Here are a few categories from past village shows


  • Dish of boiled rice

  • Dish of boiled potatoes

  • Cold lunch for a working man

  • Two pieces of fried fish

  • Rice pudding


These were only open to women – disgraceful. Although clearly a working man could not be expected to get his own lunch……


Traditionally produce is auctioned off at the end of the show. There is no record of the bids for fried fish, boiled potatoes and rice, or of any instances of post show food poisoning.


How about reintroducing other past categories?

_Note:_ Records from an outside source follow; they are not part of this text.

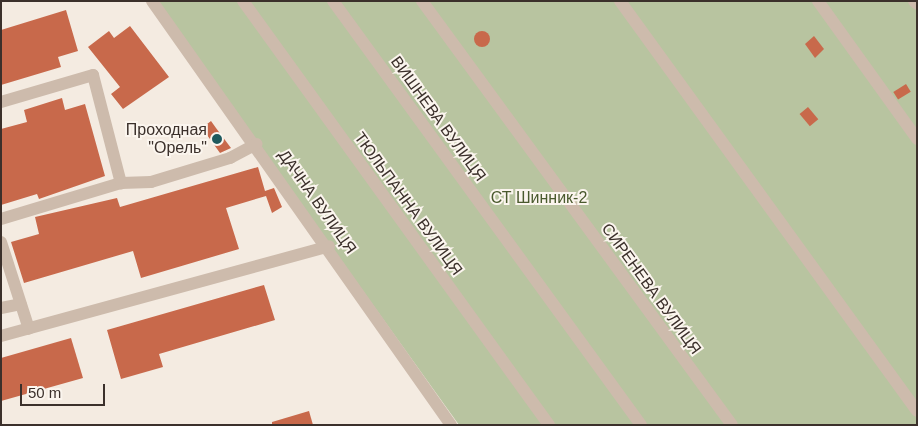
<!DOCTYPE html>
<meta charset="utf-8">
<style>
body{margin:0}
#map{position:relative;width:918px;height:426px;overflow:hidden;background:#f4ebe1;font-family:Helvetica,sans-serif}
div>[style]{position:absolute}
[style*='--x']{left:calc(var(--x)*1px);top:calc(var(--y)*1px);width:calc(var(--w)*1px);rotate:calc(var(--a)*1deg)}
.green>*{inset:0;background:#b8c4a0}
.building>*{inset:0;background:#c8694b;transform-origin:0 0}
.round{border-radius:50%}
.minor>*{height:12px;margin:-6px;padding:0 6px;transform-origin:6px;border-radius:6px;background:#cdbbac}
.dots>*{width:14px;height:14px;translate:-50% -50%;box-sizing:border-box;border:2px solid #fbf5ee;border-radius:50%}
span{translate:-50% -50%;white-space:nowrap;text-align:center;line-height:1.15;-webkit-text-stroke:4px #fbf5ee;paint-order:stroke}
.street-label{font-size:16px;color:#3b302b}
.poi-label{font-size:16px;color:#3b302b}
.right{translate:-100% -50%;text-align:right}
.park-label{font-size:16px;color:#4a5a2e}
.frame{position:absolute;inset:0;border:2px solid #3b302b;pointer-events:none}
.scale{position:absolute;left:20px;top:384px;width:85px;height:22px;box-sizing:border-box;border:2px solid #3b302b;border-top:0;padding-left:6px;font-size:15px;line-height:18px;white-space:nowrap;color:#3b302b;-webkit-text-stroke:4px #fbf5ee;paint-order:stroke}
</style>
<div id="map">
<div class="green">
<div style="clip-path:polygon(155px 1px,917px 1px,917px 425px,459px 425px)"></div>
</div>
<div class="building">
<div style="clip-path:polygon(66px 10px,78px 51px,58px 57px,61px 67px,1px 85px,1px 30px)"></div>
<div style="clip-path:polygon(130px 26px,169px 77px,123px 109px,111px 94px,120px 87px,88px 47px,109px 31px,114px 38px)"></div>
<div class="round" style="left:474px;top:31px;width:16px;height:16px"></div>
<div style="clip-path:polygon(814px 36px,824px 49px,815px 58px,805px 44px)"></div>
<div style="left:906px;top:84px;width:9px;height:15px;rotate:58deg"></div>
<div style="clip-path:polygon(62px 98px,65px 110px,85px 104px,105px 176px,39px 199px,37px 194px,1px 205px,1px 129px,27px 122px,24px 110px)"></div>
<div style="left:808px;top:107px;width:16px;height:11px;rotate:50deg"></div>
<div style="clip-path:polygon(211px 121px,216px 128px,231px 148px,220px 153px,202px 128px)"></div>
<div style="clip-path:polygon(258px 167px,265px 191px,274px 188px,282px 207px,272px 213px,266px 196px,226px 208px,239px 249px,141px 278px,133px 251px,24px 283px,11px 242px,39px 234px,35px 217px,117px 198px,120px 207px)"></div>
<div style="clip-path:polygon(264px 285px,275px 320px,159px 354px,163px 367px,121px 379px,107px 330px)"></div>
<div style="clip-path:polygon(71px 338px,83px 378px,1px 401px,1px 358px)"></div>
<div style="clip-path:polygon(309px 411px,313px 425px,272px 425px,272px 422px)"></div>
</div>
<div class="minor">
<div style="--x:152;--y:1;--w:519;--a:54.81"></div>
<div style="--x:243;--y:1;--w:523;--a:54.18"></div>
<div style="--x:333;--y:1;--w:524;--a:54"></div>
<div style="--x:422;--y:1;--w:525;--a:53.83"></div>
<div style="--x:620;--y:1;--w:506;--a:54.08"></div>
<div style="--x:818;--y:1;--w:170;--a:54.3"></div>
<div style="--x:914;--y:1;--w:4;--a:45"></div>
<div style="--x:1;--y:102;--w:96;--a:-16.4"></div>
<div style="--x:93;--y:75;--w:112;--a:75.5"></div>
<div style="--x:1;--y:219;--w:125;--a:-16.7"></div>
<div style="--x:121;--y:183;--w:30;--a:-2"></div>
<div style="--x:151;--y:182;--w:83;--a:-16.9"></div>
<div style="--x:230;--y:158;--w:30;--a:-28"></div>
<div style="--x:1;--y:242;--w:91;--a:72.2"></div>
<div style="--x:1;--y:308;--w:20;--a:-11"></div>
<div style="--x:1;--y:336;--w:340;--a:-15.3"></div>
</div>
<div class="dots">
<div style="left:217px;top:139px;background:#1f5a5e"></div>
</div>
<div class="street-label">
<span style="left:438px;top:119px;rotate:54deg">ВИШНЕВА ВУЛИЦЯ</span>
<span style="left:317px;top:202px;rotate:55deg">ДАЧНА ВУЛИЦЯ</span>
<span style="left:408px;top:204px;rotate:54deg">ТЮЛЬПАННА ВУЛИЦЯ</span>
<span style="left:651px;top:289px;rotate:54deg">СИРЕНЕВА ВУЛИЦЯ</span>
</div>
<div class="poi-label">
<span class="right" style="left:207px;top:139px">Проходная<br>"Орель"</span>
</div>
<div class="park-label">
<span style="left:539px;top:198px">СТ Шинник-2</span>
</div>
<div class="frame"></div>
<div class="scale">50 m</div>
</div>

  • One cockerel, dressed, plucked but not drawn

  • Child’s pet (fur or feather)* in a cage or box * presumably to exclude reptiles and insects

  • One pigeon in a cage

  • A single canary

  • Largest collection of queen wasps


Scandal in 1934

Every village show has its own stories. Probably the greatest scandal was the onion incident of 1934. I hope none of you are related to a Mr HJ Edwards.

An extraordinary meeting was held in August 1934 to discuss the suggestion that Mr Edwards had misrepresented the provenance of his entry into the spring grown onions category. Regulation 4 of the show stating that the Committee “have the power to visit the garden of any competitor” -  a snoopers charter if ever there was one…

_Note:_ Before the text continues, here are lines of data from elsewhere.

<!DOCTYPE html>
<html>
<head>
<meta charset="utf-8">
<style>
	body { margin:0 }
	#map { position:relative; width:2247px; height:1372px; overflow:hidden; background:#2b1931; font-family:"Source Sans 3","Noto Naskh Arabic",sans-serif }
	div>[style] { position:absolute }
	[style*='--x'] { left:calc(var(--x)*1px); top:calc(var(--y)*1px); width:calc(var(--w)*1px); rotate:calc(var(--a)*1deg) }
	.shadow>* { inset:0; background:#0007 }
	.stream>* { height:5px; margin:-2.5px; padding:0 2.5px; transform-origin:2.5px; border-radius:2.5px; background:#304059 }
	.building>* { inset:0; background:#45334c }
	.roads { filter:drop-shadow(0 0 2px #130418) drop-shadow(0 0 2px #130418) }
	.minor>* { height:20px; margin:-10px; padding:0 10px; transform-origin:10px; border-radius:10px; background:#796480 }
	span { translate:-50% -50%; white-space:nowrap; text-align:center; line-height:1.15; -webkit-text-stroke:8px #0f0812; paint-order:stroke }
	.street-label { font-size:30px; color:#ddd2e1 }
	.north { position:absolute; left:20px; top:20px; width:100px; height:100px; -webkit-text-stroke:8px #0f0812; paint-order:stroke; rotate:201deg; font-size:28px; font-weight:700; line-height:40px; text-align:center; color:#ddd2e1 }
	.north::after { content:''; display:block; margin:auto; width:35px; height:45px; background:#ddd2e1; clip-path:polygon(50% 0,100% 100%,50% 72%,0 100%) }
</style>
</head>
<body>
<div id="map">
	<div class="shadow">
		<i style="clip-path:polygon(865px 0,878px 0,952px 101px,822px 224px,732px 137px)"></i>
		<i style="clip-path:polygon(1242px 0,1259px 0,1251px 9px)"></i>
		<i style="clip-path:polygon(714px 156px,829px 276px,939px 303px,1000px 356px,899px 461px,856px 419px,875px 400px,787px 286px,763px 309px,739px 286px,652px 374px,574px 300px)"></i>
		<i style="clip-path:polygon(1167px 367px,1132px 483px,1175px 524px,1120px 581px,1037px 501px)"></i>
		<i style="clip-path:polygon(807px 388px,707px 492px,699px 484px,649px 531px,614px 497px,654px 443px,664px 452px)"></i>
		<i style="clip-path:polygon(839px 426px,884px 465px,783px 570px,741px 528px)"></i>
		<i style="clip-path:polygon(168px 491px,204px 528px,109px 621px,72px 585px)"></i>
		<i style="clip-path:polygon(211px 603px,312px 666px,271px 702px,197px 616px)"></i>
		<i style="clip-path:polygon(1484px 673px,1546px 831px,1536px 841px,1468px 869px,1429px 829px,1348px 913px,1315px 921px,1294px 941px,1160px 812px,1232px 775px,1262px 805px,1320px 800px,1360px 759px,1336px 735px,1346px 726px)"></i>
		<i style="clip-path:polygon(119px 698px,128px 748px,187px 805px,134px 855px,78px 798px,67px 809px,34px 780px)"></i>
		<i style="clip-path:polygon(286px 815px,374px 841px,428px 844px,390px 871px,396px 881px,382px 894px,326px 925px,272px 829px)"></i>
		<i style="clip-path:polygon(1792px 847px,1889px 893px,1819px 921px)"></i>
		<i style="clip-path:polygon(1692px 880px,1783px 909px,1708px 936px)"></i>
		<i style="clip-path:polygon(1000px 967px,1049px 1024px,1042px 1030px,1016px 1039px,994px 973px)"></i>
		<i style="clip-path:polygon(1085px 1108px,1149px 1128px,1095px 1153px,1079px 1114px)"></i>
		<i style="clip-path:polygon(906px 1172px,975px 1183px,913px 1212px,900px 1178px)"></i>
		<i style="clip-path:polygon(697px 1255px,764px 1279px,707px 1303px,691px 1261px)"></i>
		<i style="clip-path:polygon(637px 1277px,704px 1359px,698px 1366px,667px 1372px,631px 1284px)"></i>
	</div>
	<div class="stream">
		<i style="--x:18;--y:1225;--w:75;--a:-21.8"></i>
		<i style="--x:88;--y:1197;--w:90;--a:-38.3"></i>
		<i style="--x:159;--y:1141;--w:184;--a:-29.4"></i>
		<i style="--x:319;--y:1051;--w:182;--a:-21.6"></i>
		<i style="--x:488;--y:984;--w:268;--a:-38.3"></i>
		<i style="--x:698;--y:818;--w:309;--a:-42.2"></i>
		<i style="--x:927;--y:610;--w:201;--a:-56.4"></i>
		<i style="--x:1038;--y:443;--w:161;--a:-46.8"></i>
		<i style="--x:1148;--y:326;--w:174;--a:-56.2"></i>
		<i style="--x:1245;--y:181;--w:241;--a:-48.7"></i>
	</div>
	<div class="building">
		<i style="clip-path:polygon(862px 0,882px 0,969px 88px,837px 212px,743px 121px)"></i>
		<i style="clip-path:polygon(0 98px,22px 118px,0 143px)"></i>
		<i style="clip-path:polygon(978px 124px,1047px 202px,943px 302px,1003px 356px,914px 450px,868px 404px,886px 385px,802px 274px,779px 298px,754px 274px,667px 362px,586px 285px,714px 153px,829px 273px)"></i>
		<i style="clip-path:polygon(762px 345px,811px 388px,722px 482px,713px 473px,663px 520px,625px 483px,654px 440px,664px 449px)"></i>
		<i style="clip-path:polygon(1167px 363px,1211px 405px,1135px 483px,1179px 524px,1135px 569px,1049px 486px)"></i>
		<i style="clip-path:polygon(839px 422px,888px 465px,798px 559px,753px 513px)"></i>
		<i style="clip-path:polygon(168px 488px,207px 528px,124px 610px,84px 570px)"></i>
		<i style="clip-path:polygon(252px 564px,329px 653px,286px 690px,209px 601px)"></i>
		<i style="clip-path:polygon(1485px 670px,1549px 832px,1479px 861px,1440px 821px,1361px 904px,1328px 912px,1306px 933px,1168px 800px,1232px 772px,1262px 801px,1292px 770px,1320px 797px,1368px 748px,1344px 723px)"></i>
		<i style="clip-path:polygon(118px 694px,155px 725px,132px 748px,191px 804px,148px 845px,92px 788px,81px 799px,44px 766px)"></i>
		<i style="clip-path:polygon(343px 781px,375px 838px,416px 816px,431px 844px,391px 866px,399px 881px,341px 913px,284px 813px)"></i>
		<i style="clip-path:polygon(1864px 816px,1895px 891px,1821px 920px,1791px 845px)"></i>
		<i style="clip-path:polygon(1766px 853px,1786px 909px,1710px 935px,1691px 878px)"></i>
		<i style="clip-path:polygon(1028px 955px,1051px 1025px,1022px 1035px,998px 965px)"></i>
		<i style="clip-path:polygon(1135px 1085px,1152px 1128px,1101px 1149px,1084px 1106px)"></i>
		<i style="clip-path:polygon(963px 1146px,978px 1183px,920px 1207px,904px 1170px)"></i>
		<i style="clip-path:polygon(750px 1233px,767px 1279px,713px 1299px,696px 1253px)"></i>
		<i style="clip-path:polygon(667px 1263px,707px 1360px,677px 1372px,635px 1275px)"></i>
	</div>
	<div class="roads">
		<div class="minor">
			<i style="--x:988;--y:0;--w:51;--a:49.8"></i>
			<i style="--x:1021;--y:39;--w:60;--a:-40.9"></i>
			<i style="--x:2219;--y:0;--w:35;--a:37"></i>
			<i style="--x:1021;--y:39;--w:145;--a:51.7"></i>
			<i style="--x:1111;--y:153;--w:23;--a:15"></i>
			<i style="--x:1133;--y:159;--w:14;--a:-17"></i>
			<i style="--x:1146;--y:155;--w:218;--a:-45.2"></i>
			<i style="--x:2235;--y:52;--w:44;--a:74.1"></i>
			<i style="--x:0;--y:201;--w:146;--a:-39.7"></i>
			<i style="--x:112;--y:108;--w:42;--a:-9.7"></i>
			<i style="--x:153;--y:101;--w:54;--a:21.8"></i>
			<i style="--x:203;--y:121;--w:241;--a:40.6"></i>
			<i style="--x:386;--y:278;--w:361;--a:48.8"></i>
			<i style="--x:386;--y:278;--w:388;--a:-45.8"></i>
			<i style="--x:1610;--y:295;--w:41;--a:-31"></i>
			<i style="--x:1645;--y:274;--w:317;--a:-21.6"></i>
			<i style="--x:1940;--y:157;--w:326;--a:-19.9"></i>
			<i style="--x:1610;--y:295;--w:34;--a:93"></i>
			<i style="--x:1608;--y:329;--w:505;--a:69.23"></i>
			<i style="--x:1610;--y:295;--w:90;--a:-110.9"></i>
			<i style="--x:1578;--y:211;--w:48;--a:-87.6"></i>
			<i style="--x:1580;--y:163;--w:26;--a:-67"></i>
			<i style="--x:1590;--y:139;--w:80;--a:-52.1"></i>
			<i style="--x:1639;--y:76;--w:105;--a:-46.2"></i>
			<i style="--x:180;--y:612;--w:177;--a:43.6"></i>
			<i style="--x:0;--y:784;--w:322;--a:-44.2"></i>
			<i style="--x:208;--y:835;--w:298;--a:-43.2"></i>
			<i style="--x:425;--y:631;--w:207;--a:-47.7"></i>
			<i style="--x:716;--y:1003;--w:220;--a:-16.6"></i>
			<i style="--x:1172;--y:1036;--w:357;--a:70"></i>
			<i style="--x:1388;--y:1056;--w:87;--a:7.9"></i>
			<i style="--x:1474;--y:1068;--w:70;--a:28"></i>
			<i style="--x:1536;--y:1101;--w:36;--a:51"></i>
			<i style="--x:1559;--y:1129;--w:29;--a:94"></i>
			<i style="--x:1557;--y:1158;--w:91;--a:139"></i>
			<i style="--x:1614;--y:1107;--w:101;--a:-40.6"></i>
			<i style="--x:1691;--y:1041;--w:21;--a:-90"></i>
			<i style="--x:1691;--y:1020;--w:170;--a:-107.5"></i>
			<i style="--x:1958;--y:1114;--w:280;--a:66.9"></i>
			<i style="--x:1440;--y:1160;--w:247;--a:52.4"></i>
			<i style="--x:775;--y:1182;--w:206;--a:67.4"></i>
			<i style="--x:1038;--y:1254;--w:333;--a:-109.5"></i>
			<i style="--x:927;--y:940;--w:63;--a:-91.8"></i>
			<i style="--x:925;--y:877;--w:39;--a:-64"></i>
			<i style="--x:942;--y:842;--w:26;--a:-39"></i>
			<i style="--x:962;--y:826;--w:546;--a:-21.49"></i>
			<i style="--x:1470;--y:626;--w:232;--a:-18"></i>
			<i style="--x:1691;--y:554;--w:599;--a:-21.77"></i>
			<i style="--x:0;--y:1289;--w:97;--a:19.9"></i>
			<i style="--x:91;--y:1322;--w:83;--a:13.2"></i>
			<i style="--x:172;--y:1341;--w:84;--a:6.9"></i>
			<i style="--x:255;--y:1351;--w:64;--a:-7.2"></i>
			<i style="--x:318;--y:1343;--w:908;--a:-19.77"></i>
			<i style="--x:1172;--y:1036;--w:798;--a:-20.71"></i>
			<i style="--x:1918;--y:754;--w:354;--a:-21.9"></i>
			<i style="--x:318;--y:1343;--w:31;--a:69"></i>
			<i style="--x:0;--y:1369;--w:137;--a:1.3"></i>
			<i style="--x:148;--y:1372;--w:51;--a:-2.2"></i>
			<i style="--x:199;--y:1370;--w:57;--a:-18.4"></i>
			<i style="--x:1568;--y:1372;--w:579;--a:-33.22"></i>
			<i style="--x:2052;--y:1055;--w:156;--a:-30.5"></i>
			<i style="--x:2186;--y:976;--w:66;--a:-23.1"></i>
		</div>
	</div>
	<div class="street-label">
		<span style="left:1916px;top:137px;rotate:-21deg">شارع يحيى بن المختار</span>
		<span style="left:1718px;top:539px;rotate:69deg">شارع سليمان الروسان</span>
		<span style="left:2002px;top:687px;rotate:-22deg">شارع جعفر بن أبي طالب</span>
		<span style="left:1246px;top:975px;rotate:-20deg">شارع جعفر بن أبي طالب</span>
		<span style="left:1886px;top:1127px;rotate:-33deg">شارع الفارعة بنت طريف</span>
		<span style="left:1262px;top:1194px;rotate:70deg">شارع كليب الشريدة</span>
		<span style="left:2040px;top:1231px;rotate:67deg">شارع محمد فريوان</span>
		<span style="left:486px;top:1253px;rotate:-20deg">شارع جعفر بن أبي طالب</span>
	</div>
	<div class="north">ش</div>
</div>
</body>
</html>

I will quote directly from the minutes of the meeting….


Captain Ryland reported that Mr H Clarke had lodged a protest on the day of the show, in accordance with the rules of the society, against Mr H J Edwards’ exhibit in class B 10 Spring Grown Onions – 1st prize and winner of the Burchell Challenge Cup. Two members of the committee had subsequently visited Mr Edwards’ garden and reported that in their opinion the onions had been recently planted because the bed had been recently forked up and several of the largest onions had been cleaned. One they removed came up easily, the root having been pushed into a hole in the ground.

Several other members of the committee reported that information had been given to them by persons who wish to remain anonymous, and a gentleman who also wished his name no to be mentioned came to the meeting and offered certain information as confirmation.

After a discussion it was unanimously agreed, with one abstention, that the protest be upheld. In accordance with regulation no 7 Mr Edwards forfeits all prizes. The secretary will write to him to this effect.


Raffle for a pig

Have you ever entered a raffle not knowing if you wanted the prize? Traditionally a ballot for a pig was held at every village show. A tradition that has sadly not been upheld.

In 1939 Mr Bampkin of Gibb Lane Catshill was the lucky winner of the pig in question. However when the farmer tried to deliver the animal, Mr Bampkin said there had been a misunderstanding and wanted the money instead. Eventually the committee agreed to give Mr Bampkin a cash prize of £1.5s in lieu of the pig.


Shooting and dancing

Another traditional activity at the show was the air gun shooting competition, open to all comers (no discrimination here) from 3pm till dark – entry 3d. For some reason it was stopped – health and safety gone mad…


These days the event is done and dusted by 5pm. In the 20s and 30s after the prizes were awarded at 8pm there was dancing to a local band until midnight.